Runway & Burn Rate Calculator
Runway is the number of months your cash will last at the current burn rate. It is the single most important number for a pre-profit company.
Burn rate, properly defined
Gross burn is total monthly cash spend, regardless of revenue. Net burn is the cash deficit — what runway should be calculated from. Investors typically want to see both, because gross burn shows the cost structure and net burn shows the funding need.
What counts as cash
Cash on hand means money you can actually spend in the next 30 days: bank balances plus undrawn credit you'd realistically use. Exclude restricted cash, deposits, and accounts receivable older than your normal collection cycle. If you're counting on a Series B, don't count it until the wire arrives.

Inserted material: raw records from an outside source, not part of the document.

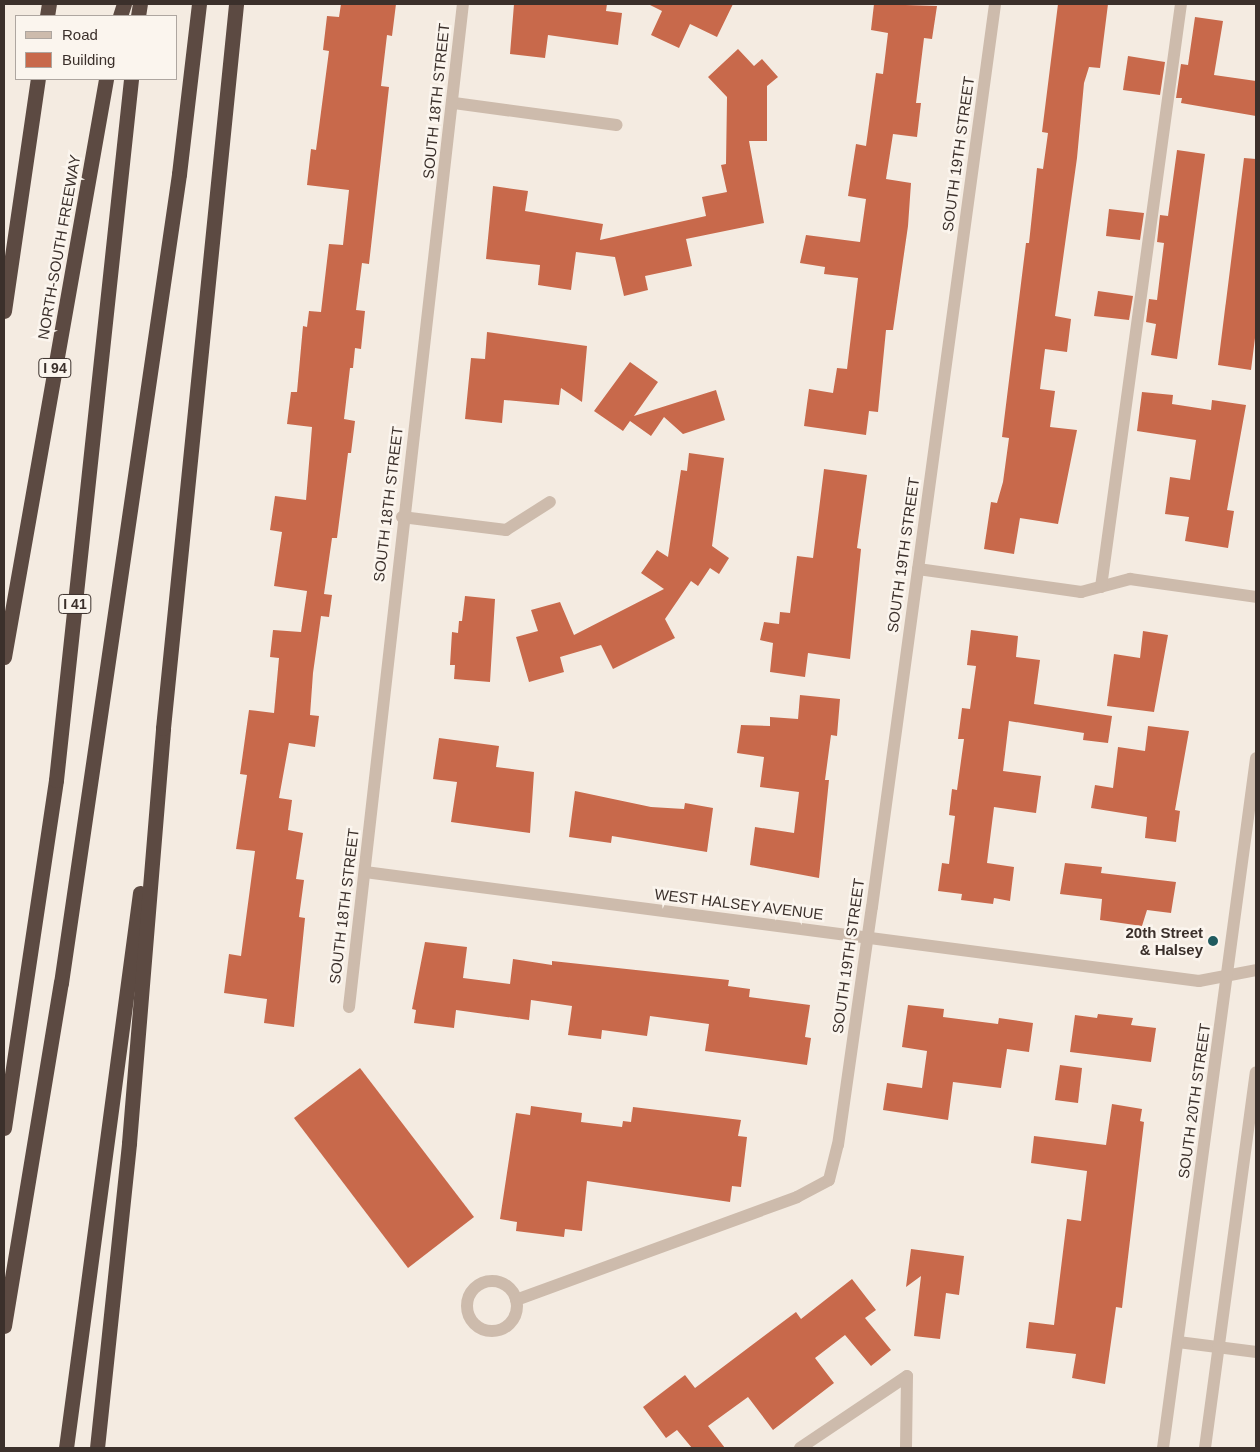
<!DOCTYPE html>
<style>
body{margin:0}
#map{position:relative;width:1260px;height:1452px;overflow:hidden;background:#f4ebe1;font-family:Arial,sans-serif}
div>[style]{position:absolute}
.building>*{inset:0;background:#c8694b}
.minor>*{height:12px;margin:-6px;padding:0 6px;transform-origin:6px;border-radius:6px;background:#cdbbac}
.minor>.ring{margin:-6px;padding:0;box-sizing:content-box;background:none;border:12px solid #cdbbac;border-radius:50%}
.highway>*{height:15px;margin:-7.5px;padding:0 7.5px;transform-origin:7.5px;border-radius:7.5px;background:#5c4a42}
.dots>*{width:14px;height:14px;translate:-50% -50%;box-sizing:border-box;border:2px solid #fbf5ee;border-radius:50%}
span{translate:-50% -50%;white-space:nowrap;text-align:center;line-height:1.15;-webkit-text-stroke:5px #fbf5ee;paint-order:stroke}
.shield-label span{padding:1px 4px;background:#fbf5ee;border:1px solid;border-radius:4px;-webkit-text-stroke-width:0}
.shield-label{font-size:14px;color:#3b302b;font-weight:700}
.street-label{font-size:15px;color:#3b302b}
.poi-label{font-size:15px;color:#3b302b;font-weight:700}
.right{translate:-100% -50%;text-align:right}
.frame{position:absolute;inset:0;border:5px solid #3b302b;pointer-events:none}
.legend{position:absolute;left:15px;top:15px;width:162px;height:65px;box-sizing:border-box;background:#fbf5ee;border:1px solid #aea6a0;margin:0;padding:6px 9px;list-style:none;font-size:15px;color:#3b302b}
.legend li{display:flex;align-items:center;gap:10px;height:25px}
.legend b{width:25px;border:1px solid #aea6a0}
</style>
<div id="map">
<div class="building">
<i style="clip-path:polygon(341px 4px,396px 4px,392px 36px,387px 35px,381px 86px,389px 87px,369px 264px,362px 263px,356px 310px,365px 311px,361px 349px,355px 348px,353px 368px,350px 368px,344px 419px,355px 421px,351px 453px,348px 453px,337px 538px,332px 538px,324px 594px,332px 595px,329px 617px,321px 616px,313px 673px,310px 715px,319px 716px,315px 747px,289px 743px,279px 798px,292px 800px,288px 830px,303px 833px,296px 879px,304px 880px,299px 917px,305px 918px,294px 1027px,264px 1023px,267px 999px,224px 993px,229px 954px,241px 956px,255px 851px,236px 849px,247px 775px,240px 774px,249px 710px,274px 713px,279px 658px,270px 657px,273px 630px,301px 632px,307px 591px,274px 586px,282px 532px,270px 530px,275px 496px,306px 500px,312px 427px,287px 424px,291px 392px,297px 392px,303px 326px,307px 327px,309px 311px,321px 312px,329px 244px,343px 245px,349px 190px,307px 185px,311px 149px,316px 150px,329px 51px,323px 50px,327px 16px,339px 17px)"></i>
<i style="clip-path:polygon(514px 4px,607px 4px,606px 11px,622px 13px,618px 45px,548px 35px,545px 58px,510px 54px)"></i>
<i style="clip-path:polygon(648px 4px,733px 4px,717px 37px,690px 24px,679px 48px,651px 35px,662px 11px)"></i>
<i style="clip-path:polygon(874px 4px,937px 6px,932px 39px,924px 38px,916px 103px,921px 103px,917px 137px,893px 134px,886px 179px,911px 183px,908px 226px,893px 330px,886px 330px,878px 412px,869px 411px,866px 435px,804px 426px,809px 389px,833px 393px,837px 368px,847px 369px,858px 278px,824px 274px,825px 267px,800px 263px,806px 235px,860px 242px,866px 199px,848px 196px,856px 144px,866px 146px,876px 73px,883px 74px,888px 33px,871px 30px)"></i>
<i style="clip-path:polygon(1058px 4px,1108px 4px,1100px 68px,1089px 67px,1084px 83px,1077px 158px,1055px 316px,1071px 319px,1067px 352px,1045px 349px,1040px 389px,1055px 391px,1050px 427px,1077px 430px,1058px 524px,1020px 518px,1014px 554px,984px 549px,991px 502px,997px 503px,1003px 482px,1009px 438px,1002px 437px,1026px 243px,1029px 243px,1037px 168px,1043px 169px,1048px 133px,1042px 132px)"></i>
<i style="clip-path:polygon(1195px 17px,1223px 21px,1214px 75px,1256px 81px,1256px 116px,1181px 103px,1182px 98px,1176px 98px,1181px 64px,1188px 65px)"></i>
<i style="clip-path:polygon(738px 49px,754px 66px,762px 59px,778px 77px,767px 86px,767px 141px,749px 141px,764px 223px,686px 239px,692px 266px,645px 276px,648px 290px,624px 296px,615px 257px,576px 252px,571px 290px,538px 285px,540px 265px,486px 259px,493px 186px,528px 191px,525px 211px,603px 224px,600px 240px,706px 216px,702px 197px,727px 192px,721px 165px,726px 164px,727px 97px,708px 77px)"></i>
<i style="clip-path:polygon(1128px 56px,1165px 62px,1160px 95px,1123px 90px)"></i>
<i style="clip-path:polygon(1177px 150px,1205px 154px,1177px 359px,1151px 355px,1156px 324px,1146px 322px,1149px 299px,1157px 300px,1164px 243px,1157px 242px,1160px 215px,1168px 216px)"></i>
<i style="clip-path:polygon(1244px 158px,1256px 159px,1256px 330px,1251px 370px,1218px 365px)"></i>
<i style="clip-path:polygon(1109px 209px,1144px 213px,1140px 240px,1106px 236px)"></i>
<i style="clip-path:polygon(1098px 291px,1133px 296px,1129px 320px,1094px 316px)"></i>
<i style="clip-path:polygon(487px 332px,587px 346px,582px 402px,561px 388px,559px 405px,504px 400px,502px 423px,465px 419px,471px 358px,485px 359px)"></i>
<i style="clip-path:polygon(630px 362px,658px 382px,634px 416px,716px 390px,725px 420px,683px 434px,664px 417px,651px 436px,630px 421px,623px 431px,594px 411px)"></i>
<i style="clip-path:polygon(1142px 392px,1173px 395px,1172px 404px,1211px 410px,1212px 400px,1246px 405px,1227px 510px,1234px 511px,1228px 548px,1185px 541px,1189px 517px,1165px 514px,1170px 477px,1190px 480px,1196px 440px,1137px 431px)"></i>
<i style="clip-path:polygon(689px 453px,724px 458px,712px 546px,729px 558px,719px 574px,710px 568px,698px 586px,691px 581px,665px 619px,675px 638px,613px 669px,601px 645px,560px 657px,564px 672px,529px 682px,516px 637px,538px 631px,531px 610px,560px 602px,574px 635px,664px 589px,641px 573px,657px 550px,668px 557px,681px 470px,687px 471px)"></i>
<i style="clip-path:polygon(824px 469px,867px 475px,857px 548px,861px 549px,850px 659px,808px 653px,805px 677px,770px 672px,773px 643px,760px 640px,764px 622px,779px 624px,780px 612px,790px 613px,797px 556px,813px 558px)"></i>
<i style="clip-path:polygon(465px 596px,495px 599px,490px 682px,454px 679px,455px 665px,450px 665px,452px 632px,458px 633px,459px 621px,462px 621px)"></i>
<i style="clip-path:polygon(971px 630px,1018px 636px,1016px 657px,1040px 660px,1034px 704px,1112px 716px,1108px 743px,1083px 740px,1084px 733px,1009px 721px,1003px 771px,1041px 776px,1036px 813px,994px 807px,987px 863px,1014px 867px,1010px 901px,994px 898px,993px 904px,961px 900px,962px 894px,938px 891px,942px 863px,949px 864px,955px 816px,949px 815px,952px 789px,957px 790px,964px 739px,958px 739px,962px 708px,970px 709px,976px 666px,967px 665px)"></i>
<i style="clip-path:polygon(1143px 631px,1168px 635px,1154px 712px,1107px 706px,1114px 654px,1140px 658px)"></i>
<i style="clip-path:polygon(800px 695px,840px 699px,837px 736px,831px 735px,825px 780px,829px 780px,819px 878px,750px 865px,755px 827px,794px 833px,799px 792px,760px 787px,764px 757px,737px 753px,741px 725px,770px 726px,770px 717px,798px 719px)"></i>
<i style="clip-path:polygon(1148px 726px,1189px 731px,1175px 810px,1180px 811px,1176px 842px,1145px 838px,1147px 817px,1091px 808px,1095px 785px,1113px 788px,1118px 747px,1145px 751px)"></i>
<i style="clip-path:polygon(439px 738px,499px 746px,496px 767px,534px 772px,530px 833px,451px 822px,457px 782px,433px 779px)"></i>
<i style="clip-path:polygon(575px 791px,651px 807px,684px 809px,685px 803px,713px 808px,707px 852px,612px 836px,611px 843px,569px 837px)"></i>
<i style="clip-path:polygon(1065px 863px,1102px 867px,1101px 873px,1176px 882px,1171px 913px,1147px 910px,1142px 926px,1100px 920px,1102px 899px,1060px 894px)"></i>
<i style="clip-path:polygon(425px 942px,467px 947px,463px 978px,510px 984px,513px 959px,552px 965px,552px 961px,729px 980px,728px 986px,750px 989px,749px 997px,810px 1005px,805px 1037px,811px 1038px,807px 1065px,705px 1051px,709px 1024px,650px 1016px,647px 1036px,602px 1030px,601px 1039px,568px 1035px,572px 1006px,531px 1000px,529px 1020px,456px 1010px,454px 1028px,414px 1023px,416px 1010px,412px 1009px)"></i>
<i style="clip-path:polygon(908px 1005px,944px 1009px,943px 1017px,998px 1024px,999px 1018px,1033px 1023px,1029px 1052px,1007px 1049px,1001px 1088px,953px 1082px,948px 1120px,883px 1110px,887px 1083px,922px 1088px,927px 1051px,902px 1047px)"></i>
<i style="clip-path:polygon(1098px 1014px,1133px 1018px,1131px 1025px,1156px 1028px,1151px 1062px,1070px 1052px,1075px 1015px,1097px 1018px)"></i>
<i style="clip-path:polygon(1060px 1065px,1082px 1068px,1078px 1103px,1055px 1100px)"></i>
<i style="clip-path:polygon(360px 1068px,474px 1217px,408px 1268px,294px 1118px)"></i>
<i style="clip-path:polygon(1112px 1104px,1142px 1109px,1140px 1121px,1144px 1122px,1122px 1308px,1116px 1307px,1105px 1384px,1072px 1378px,1076px 1354px,1026px 1348px,1029px 1322px,1054px 1325px,1067px 1219px,1081px 1221px,1087px 1171px,1031px 1163px,1034px 1136px,1106px 1145px)"></i>
<i style="clip-path:polygon(531px 1106px,582px 1113px,581px 1122px,622px 1127px,623px 1121px,631px 1122px,633px 1107px,741px 1120px,738px 1136px,747px 1137px,741px 1187px,732px 1186px,730px 1202px,587px 1181px,582px 1231px,565px 1229px,564px 1237px,516px 1231px,517px 1222px,500px 1219px,516px 1113px,530px 1115px)"></i>
<i style="clip-path:polygon(911px 1249px,964px 1256px,959px 1295px,946px 1293px,940px 1339px,914px 1336px,921px 1276px,906px 1287px)"></i>
<i style="clip-path:polygon(852px 1279px,876px 1310px,865px 1318px,891px 1350px,871px 1366px,845px 1335px,815px 1358px,834px 1383px,773px 1430px,748px 1397px,708px 1426px,725px 1448px,692px 1448px,677px 1430px,666px 1438px,643px 1407px,685px 1375px,695px 1388px,796px 1312px,801px 1319px)"></i>
</div>
<div class="minor">
<i style="left:454px;top:103px;width:164px;rotate:7.7deg"></i>
<i style="left:402px;top:517px;width:105px;rotate:7.1deg"></i>
<i style="left:506px;top:530px;width:52px;rotate:-32.5deg"></i>
<i style="left:918px;top:569px;width:165px;rotate:8deg"></i>
<i style="left:1081px;top:592px;width:51px;rotate:-14.9deg"></i>
<i style="left:1130px;top:579px;width:127px;rotate:8.1deg"></i>
<i style="left:1101px;top:587px;width:588px;rotate:-82.19deg"></i>
<i style="left:365px;top:872px;width:841px;rotate:7.45deg"></i>
<i style="left:1199px;top:981px;width:58px;rotate:-10.9deg"></i>
<i style="left:349px;top:1007px;width:1009px;rotate:-83.52deg"></i>
<i class="ring" style="left:467px;top:1281px;width:38px;height:38px"></i>
<i style="left:516px;top:1300px;width:299px;rotate:-20.1deg"></i>
<i style="left:797px;top:1197px;width:36px;rotate:-28deg"></i>
<i style="left:829px;top:1180px;width:36px;rotate:-76deg"></i>
<i style="left:838px;top:1145px;width:240px;rotate:-81.9deg"></i>
<i style="left:872px;top:907px;width:911px;rotate:-82.24deg"></i>
<i style="left:1178px;top:1342px;width:79px;rotate:7.3deg"></i>
<i style="left:800px;top:1448px;width:129px;rotate:-33.9deg"></i>
<i style="left:907px;top:1376px;width:72px;rotate:90.8deg"></i>
<i style="left:1163px;top:1448px;width:696px;rotate:-82.32deg"></i>
<i style="left:1205px;top:1448px;width:379px;rotate:-82.3deg"></i>
</div>
<div class="highway">
<i style="left:47px;top:16px;width:12px;rotate:-81deg"></i>
<i style="left:120px;top:16px;width:13px;rotate:-72deg"></i>
<i style="left:138px;top:16px;width:12px;rotate:-81deg"></i>
<i style="left:4px;top:311px;width:234px;rotate:-81.7deg"></i>
<i style="left:4px;top:657px;width:587px;rotate:-79.99deg"></i>
<i style="left:4px;top:1128px;width:352px;rotate:-81.5deg"></i>
<i style="left:56px;top:780px;width:705px;rotate:-83.89deg"></i>
<i style="left:4px;top:1326px;width:348px;rotate:-80.6deg"></i>
<i style="left:61px;top:983px;width:818px;rotate:-81.7deg"></i>
<i style="left:179px;top:174px;width:171px;rotate:-83.3deg"></i>
<i style="left:66px;top:1448px;width:560px;rotate:-82.41deg"></i>
<i style="left:97px;top:1448px;width:307px;rotate:-84deg"></i>
<i style="left:129px;top:1143px;width:416px;rotate:-85.3deg"></i>
<i style="left:163px;top:728px;width:728px;rotate:-84.24deg"></i>
</div>
<div class="dots">
<i style="left:1213px;top:941px;background:#1f5a5e"></i>
</div>
<div class="shield-label">
<span style="left:55px;top:368px">I 94</span>
<span style="left:75px;top:604px">I 41</span>
</div>
<div class="street-label">
<span style="left:436px;top:101px;rotate:-84deg">SOUTH 18TH STREET</span>
<span style="left:958px;top:154px;rotate:-82deg">SOUTH 19TH STREET</span>
<span style="left:59px;top:247px;rotate:-80deg">NORTH-SOUTH FREEWAY</span>
<span style="left:388px;top:504px;rotate:-83deg">SOUTH 18TH STREET</span>
<span style="left:903px;top:555px;rotate:-82deg">SOUTH 19TH STREET</span>
<span style="left:739px;top:904px;rotate:7deg">WEST HALSEY AVENUE</span>
<span style="left:344px;top:906px;rotate:-83deg">SOUTH 18TH STREET</span>
<span style="left:848px;top:956px;rotate:-82deg">SOUTH 19TH STREET</span>
<span style="left:1194px;top:1101px;rotate:-82deg">SOUTH 20TH STREET</span>
</div>
<div class="poi-label">
<span class="right" style="left:1203px;top:941px">20th Street<br>&amp; Halsey</span>
</div>
<div class="frame"></div>
<ul class="legend">
<li><b style="height:6px;background:#cdbbac"></b>Road</li>
<li><b style="height:14px;background:#c8694b"></b>Building</li>
</ul>
</div>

Cash burn vs. accrual loss
Net burn and net loss differ. A SaaS business that collects an annual contract upfront recognizes revenue monthly but receives the cash on day one — so its accrual P&L shows steady losses while its cash burn temporarily inverts. Conversely, a business with long receivables can be profitable on paper while burning real cash. Always compute runway from the cash flow statement, never from the income statement.
Worked example
A startup has $1.8M in cash, monthly revenue of $90K growing 8% per month, and monthly costs of $260K. Static net burn: $170K/month, giving 10.6 months of runway. With growth modeled, the burn shrinks each month as revenue compounds, extending runway to roughly 13 months — but only if growth holds. Most boards plan against the static figure to keep slack against missed growth.
The runway threshold rule
Common practice: start fundraising when runway hits 9-12 months and aggressively cut costs when runway hits 4-6 months. Running below 3 months is operationally untenable because vendors, candidates, and acquirers all sense it. The discipline isn't about the metric itself; it's about acting before you have to.
What this doesn't account for
- Lumpy spend. Annual SaaS renewals, payroll tax true-ups, and quarterly bonuses make some months heavier than the average. Map known lumps before trusting an average burn.
- Receivables risk. If a major customer pays late or churns, modeled cash inflows disappear.
- Forced conversions. SAFEs and convertible notes maturing during the runway period can change the cash situation overnight.